Inducements to boil water were constant in the newspapers of the era. For example, in July 1890, The Pittsburgh Dispatch stated unequivocally, “The germs of tubercular diseases — that is, consumption — are killed by 10 minutes boiling. The typhoid bacilli and the producing kinds are harmless when the water has been brought to the boiling point and allowed to cool slowly.”
The article continued with the opinion of a Dr. Carnegie that some rare forms of bacteria remained resistant to bacteria beyond 20 minutes, with certain strains remaining alive unless they were boiled for a full hour. One of the indirect implications of the statement was that readers should boil all of their potential potables for a full hour to be on the safe side, but the additional statement that “putrefying solutions of meats, vegetables and earths produce the worst possible waters” would certainly have reinforced the notion that boiling your food into a state where it was unrecognizable — figuratively nuking it — was the only way to be sure of bacterial avoidance.
This thinking was especially prevalent with respect to typhoid.
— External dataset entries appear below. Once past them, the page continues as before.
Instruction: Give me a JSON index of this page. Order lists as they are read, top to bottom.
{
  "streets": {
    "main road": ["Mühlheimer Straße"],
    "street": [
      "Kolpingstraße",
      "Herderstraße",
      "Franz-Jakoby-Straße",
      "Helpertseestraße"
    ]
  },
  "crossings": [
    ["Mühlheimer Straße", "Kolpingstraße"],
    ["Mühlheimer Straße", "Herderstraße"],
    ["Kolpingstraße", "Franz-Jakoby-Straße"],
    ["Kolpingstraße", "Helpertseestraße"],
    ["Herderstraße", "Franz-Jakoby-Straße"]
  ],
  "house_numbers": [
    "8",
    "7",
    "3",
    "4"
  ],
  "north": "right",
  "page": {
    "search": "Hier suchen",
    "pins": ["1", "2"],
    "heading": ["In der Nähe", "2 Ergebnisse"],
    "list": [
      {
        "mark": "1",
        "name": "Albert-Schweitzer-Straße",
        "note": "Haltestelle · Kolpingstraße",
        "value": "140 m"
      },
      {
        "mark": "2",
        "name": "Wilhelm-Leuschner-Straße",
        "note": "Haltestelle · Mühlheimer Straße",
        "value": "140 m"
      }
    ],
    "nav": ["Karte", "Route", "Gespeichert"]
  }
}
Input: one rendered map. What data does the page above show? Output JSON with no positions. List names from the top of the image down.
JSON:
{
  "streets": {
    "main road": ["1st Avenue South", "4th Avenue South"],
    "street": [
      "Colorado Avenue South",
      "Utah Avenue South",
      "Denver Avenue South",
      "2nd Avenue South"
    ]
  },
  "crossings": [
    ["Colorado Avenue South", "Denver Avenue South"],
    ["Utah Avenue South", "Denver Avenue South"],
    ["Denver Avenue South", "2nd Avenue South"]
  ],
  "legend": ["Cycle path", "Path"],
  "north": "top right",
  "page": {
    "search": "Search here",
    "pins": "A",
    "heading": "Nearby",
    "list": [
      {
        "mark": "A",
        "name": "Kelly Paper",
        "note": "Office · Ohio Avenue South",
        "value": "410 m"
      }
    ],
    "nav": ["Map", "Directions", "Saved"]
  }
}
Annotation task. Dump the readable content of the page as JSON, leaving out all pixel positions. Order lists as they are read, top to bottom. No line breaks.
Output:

Washington’s Evening Star newspaper reported in 1902 that “the germs of typhoid fever are believed to enter the body only through food and drink.” The article continued by stating: “Excreta from patients suffering from typhoid fever may find its way into rivers, lakes, springs or wells used as sources of drinking water, or used without boiling to wash milk cans or to dilute milk, flies may carry the infection to food already cooked or which is to be eaten raw, or to milk or to drinking water; the contents of cesspools containing discharges from typhoid fever patients, and used for fertilizing vegetables such as lettuce, celery, watercress, etc., which are eaten raw, may produce typhoid fever in the consumers of such vegetables.”
The article goes on to say, “Boiling water may be used as a disinfectant by adding to the material to be disinfected no less than four times that quantity of boiling water.” In essence, both the addition of boiling water to food items and the submerging of food items in boiling water were the only methods that most people had at their disposal for preempting the germs that caused potentially debilitating diseases.
But do we need to boil food today?
By the time your food lands in your hands, it’s usually been prepared or processed in highly sanitized environments, and then appertized, pasteurized or otherwise disinfected to whatever food safety standards have been imposed by the FDA. Moreover, modern grocery stores have food-handling and preservation requirements that our ancestors of the 1800s couldn’t have imagined, not to mention the ability to wash food in clean running faucet water and then store it in our own home refrigeration units. As such, boiling for the sake of disinfection is wholly unnecessary under most circumstances.
Certainly if you’re preparing a soup or a stew on your stovetop, you’re firing up a pot of hot coffee or you’re just one of those weirdos who gets off on watching a pot boil, boiling is going to be an absolutely critical step in your preparation process. However, in this day and age, boiling is more of a nutrient killer than a life saver.